* _ENTRIES SUPPLIED_:
↓↓↓
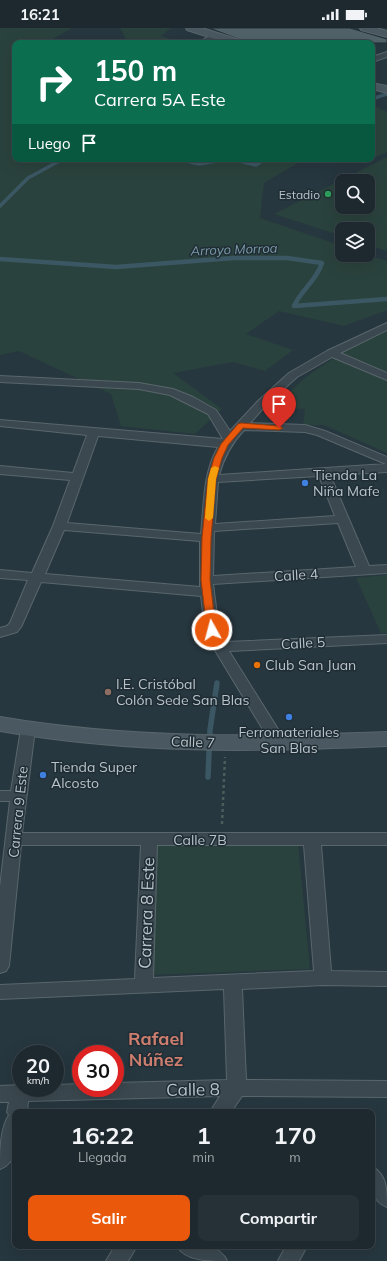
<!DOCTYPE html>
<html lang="es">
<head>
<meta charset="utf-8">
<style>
  body { margin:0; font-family:Mulish,sans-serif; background:#253137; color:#f1f3f6; height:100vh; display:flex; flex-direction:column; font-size:15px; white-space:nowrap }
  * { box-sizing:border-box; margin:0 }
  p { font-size:13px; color:#a0a6aa }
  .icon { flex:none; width:22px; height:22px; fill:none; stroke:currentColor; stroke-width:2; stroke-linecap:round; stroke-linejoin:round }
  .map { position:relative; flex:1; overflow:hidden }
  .panel { position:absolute; left:12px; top:1081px; width:363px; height:140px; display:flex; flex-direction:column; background:#1d292f; border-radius:8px; box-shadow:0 4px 16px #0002,0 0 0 1px #3b454b }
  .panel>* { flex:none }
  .hud { position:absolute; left:12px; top:12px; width:363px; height:122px; border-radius:8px; box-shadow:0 4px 16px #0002,0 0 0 1px #3b454b; background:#0b6e4f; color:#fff; overflow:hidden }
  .controls { position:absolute; left:335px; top:146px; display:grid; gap:8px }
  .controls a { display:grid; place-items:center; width:40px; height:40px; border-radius:8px; background:#1d292f; box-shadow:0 4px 16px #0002,0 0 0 1px #3b454b; font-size:20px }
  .speed { position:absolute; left:12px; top:1017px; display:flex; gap:8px; font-size:20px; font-weight:700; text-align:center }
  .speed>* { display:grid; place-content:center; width:52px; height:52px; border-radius:50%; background:#1d292f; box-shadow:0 4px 16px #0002,0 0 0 1px #3b454b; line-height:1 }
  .speed small { font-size:10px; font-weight:400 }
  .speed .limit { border:6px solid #d22; background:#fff; color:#111 }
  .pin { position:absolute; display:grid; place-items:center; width:34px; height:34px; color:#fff; margin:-41px -17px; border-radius:50% 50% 50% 0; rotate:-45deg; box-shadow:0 0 4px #0007 }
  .pin .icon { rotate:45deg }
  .me { position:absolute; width:44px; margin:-22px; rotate:353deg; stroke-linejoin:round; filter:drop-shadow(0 0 3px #0008) }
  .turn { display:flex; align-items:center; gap:14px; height:84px; padding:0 16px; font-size:18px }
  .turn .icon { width:52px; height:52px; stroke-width:2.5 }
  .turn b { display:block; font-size:28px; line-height:34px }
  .then { display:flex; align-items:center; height:38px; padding:0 16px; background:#0003; gap:8px; font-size:15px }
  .eta { display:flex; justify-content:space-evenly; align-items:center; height:68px; text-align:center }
  .eta b { font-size:24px; font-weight:700; line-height:28px }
  .button { display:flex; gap:8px; margin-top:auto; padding:8px 16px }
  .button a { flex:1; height:46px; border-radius:8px; background:#ea580c; color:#fff; font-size:16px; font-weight:700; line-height:46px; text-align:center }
  .button a+a { background:#253137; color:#f1f3f6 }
  .status { display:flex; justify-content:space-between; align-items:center; height:28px; padding:0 20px; background:#1d292f; direction:ltr }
  .status svg { height:11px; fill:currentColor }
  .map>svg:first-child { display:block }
</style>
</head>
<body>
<div class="status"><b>16:21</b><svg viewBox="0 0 49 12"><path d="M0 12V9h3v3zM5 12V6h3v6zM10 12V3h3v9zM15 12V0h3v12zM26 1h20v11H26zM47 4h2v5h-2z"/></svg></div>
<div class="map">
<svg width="387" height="1233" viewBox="0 0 387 1233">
  <rect width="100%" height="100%" fill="#27373f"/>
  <g fill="#2a423d" fill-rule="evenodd">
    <polygon points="0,0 72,0 46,15 15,15 15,131 305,131 264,155 260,190 342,218 342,227 368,227 387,233 387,282 344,298 279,283 246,306 293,322 265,343 233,334 173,345 222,381 195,406 121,398 111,366 19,323 0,327"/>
    <polygon points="120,0 171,0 161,8 176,13 167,15 125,15 127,13"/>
    <polygon points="372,77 387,84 387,124 372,131"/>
    <path d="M387 129V223L368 217V201H342V208L274 186ZM342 153H368V179H342Z"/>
    <polygon points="387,294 387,425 324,397 303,397 305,381 272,379 306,349"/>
    <polygon points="387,547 387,605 381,605 356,550"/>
    <polygon points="153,815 298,815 310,941 149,947"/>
  </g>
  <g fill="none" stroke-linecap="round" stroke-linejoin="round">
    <g stroke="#3c5764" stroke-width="3.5">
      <polyline points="372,71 387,66"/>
      <polyline points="178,131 199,136 230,131"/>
      <polyline points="231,131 256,137 265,131"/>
      <polyline points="0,178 28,150 63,131"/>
    </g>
    <path stroke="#3c5764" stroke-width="4.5" d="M0 231 116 239 234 230H287L322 235C317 252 301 262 294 278L387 271"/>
    <polyline stroke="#3c5764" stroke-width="5.5" points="208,749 210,702 217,655"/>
  </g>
  <polygon fill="#516269" stroke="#222f36" points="212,0 350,0 387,11 387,15 249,15 212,1"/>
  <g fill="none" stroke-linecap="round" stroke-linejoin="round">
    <g stroke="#59666c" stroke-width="2">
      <g id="street">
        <polygon points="213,6 220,8 207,15 197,15"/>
        <polygon points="387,24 387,29 372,34 372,29"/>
        <path d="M387 295V302L340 325 387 345V352L332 329 297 349 266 377 250 395 305 397 325 403 387 429V444L330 447 369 538 387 537V545L213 556 219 602 225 614 387 607V615L229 623 286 714 283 718 278 719 273 718 213 619 205 602 201 568 41 554 21 599 17 604 0 609V600L7 598 10 595 28 552 0 550V542L32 545 53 498 70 452 0 446V438L73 445 87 407 0 398V392L223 411 208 386 170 367 139 361 0 354V348L139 355 173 361 193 369 216 382 230 403 258 373 289 345 327 323ZM244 402 305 404 317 407 386 436 219 447C224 429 231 416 244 402ZM98 408 218 419C203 445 204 476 201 506L67 495ZM319 448 335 488 215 496 218 454ZM338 495 356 539 213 548 214 503ZM64 502 200 513V559L45 546Z"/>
        <path d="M28 696 33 697 35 701 22 805H387V817H321L331 943 387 944V958L323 957 242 961 246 1052 387 1053V1069L242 1068 231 1084H210L220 1068 28 1073 27 1084H15C15 1103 22 1133 0 1141 0 1125 0 1100 9 1087L7 1084 9 1074H0V1058L20 1057 21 1060H55V1057L81 1056V1060H115V1055L227 1052 224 961 0 971V957L135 951 141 817H21L9 938 6 943 0 945V859L10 773H0V763H11L21 701 23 697ZM157 817H304L314 943 153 950Z"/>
        <path d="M372 1139C387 1146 387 1163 387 1179 369 1172 372 1155 372 1139Z"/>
        <polygon points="115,1218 137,1218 128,1233 106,1233"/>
        <path d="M177 1218C194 1218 219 1214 227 1233 210 1233 185 1233 177 1218Z"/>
        <polygon points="286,1218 307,1218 299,1233 278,1233"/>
      </g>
    </g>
    <g stroke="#59666c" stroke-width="2">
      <g id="secondary">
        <polygon points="186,0 202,0 243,13 244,15 228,15 187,2"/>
        <polygon points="360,0 377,0 387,3 387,9 361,2"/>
        <polygon points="372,55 387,58 387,65 372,61"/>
        <path d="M0 689C131 711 255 709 387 704V718C254 724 132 726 0 703Z"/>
      </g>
    </g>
    <polyline stroke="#495e5b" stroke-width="2.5" stroke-dasharray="3 3" stroke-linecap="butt" points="222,796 225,729"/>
    <use href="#street" fill="#3b484f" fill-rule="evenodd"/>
    <use href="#secondary" fill="#4a5961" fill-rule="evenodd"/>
  </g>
  <polygon fill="#ea580c" stroke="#983908" points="241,395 279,398 283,400 279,402 243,400 228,417 222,430 216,451 211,510 210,552 216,602 212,605 207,602 201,552 202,510 208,451 214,430 221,416 238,396"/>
  <polygon fill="#f59e0b" points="215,438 219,440 216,451 213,490 209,493 205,490 208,451 211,440"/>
  <circle fill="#2e9e5b" stroke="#202d34" stroke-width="1.5" cx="328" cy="166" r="4"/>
  <g fill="#3f7fe0" stroke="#202d34" stroke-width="1.5">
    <circle cx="305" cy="455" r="4"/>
    <circle cx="289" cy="689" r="4"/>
    <circle cx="43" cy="747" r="4"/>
  </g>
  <circle fill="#e8710a" stroke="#202d34" stroke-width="1.5" cx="257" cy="637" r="4"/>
  <circle fill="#8d6e63" stroke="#202d34" stroke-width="1.5" cx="108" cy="664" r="4"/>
  <g text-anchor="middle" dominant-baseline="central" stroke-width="3" stroke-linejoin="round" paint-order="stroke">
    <g font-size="12" fill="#b8c3c9" stroke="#202d34" text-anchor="end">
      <text x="320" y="166">Estadio</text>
    </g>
    <g font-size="13" font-style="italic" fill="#7a9baa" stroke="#202d34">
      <text transform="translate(234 221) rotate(-2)">Arroyo Morroa</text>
    </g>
    <g font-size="14" fill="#b8c3c9" stroke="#202d34" text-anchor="start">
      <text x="313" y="447">Tienda La<tspan x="313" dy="16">Niña Mafe</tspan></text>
      <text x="265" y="637">Club San Juan</text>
      <text x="116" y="656">I.E. Cristóbal<tspan x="116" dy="16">Colón Sede San Blas</tspan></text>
      <text x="289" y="704" text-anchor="middle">Ferromateriales<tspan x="289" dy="16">San Blas</tspan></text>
      <text x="51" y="739">Tienda Super<tspan x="51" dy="16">Alcosto</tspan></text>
    </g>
    <g font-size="14" fill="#b8c3c9" stroke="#202d34">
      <text transform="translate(296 547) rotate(-3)">Calle 4</text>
      <text transform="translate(303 615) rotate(-3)">Calle 5</text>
      <text transform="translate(193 714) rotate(2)">Calle 7</text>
      <text transform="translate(18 784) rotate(-84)">Carrera 9 Este</text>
      <text x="200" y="812">Calle 7B</text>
    </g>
    <g font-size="17" fill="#b8c3c9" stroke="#202d34">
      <text transform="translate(146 885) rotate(-88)">Carrera 8 Este</text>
      <text transform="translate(193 1061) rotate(-1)">Calle 8</text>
    </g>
    <g font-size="18" font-weight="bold" fill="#ce7e6e" stroke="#202d34">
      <text x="156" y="1010">Rafael<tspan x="156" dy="21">Núñez</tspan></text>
    </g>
  </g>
</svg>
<div class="controls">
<a><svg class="icon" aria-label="search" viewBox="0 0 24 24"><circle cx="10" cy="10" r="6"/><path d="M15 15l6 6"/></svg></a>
<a><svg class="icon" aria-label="layers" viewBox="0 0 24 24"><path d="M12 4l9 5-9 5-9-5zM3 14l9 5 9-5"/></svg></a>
</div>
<div class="speed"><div>20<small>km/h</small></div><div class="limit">30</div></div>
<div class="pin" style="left:279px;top:400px;background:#d93025"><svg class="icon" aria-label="arrive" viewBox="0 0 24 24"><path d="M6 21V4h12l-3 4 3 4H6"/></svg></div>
<svg class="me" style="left:212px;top:602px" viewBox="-20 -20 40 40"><circle r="17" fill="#ea580c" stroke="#fff" stroke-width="3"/><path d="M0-11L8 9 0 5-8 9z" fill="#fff"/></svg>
<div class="hud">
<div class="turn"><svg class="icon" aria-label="right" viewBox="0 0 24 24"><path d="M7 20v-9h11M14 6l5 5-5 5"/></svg><div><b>150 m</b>Carrera 5A Este</div></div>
<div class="then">Luego<svg class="icon" aria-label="arrive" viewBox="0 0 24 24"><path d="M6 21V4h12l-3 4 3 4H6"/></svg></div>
</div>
<section class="panel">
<div class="eta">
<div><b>16:22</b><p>Llegada</p></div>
<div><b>1</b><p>min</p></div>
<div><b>170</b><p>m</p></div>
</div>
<div class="button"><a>Salir</a><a>Compartir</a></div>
</section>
</div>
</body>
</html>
↑↑↑
* _TASK TO CARRY OUT_:
Work out how many lines of the data above hold the word "grid", and write only the count.

* _ANSWER TO THE PROBLEM_:
4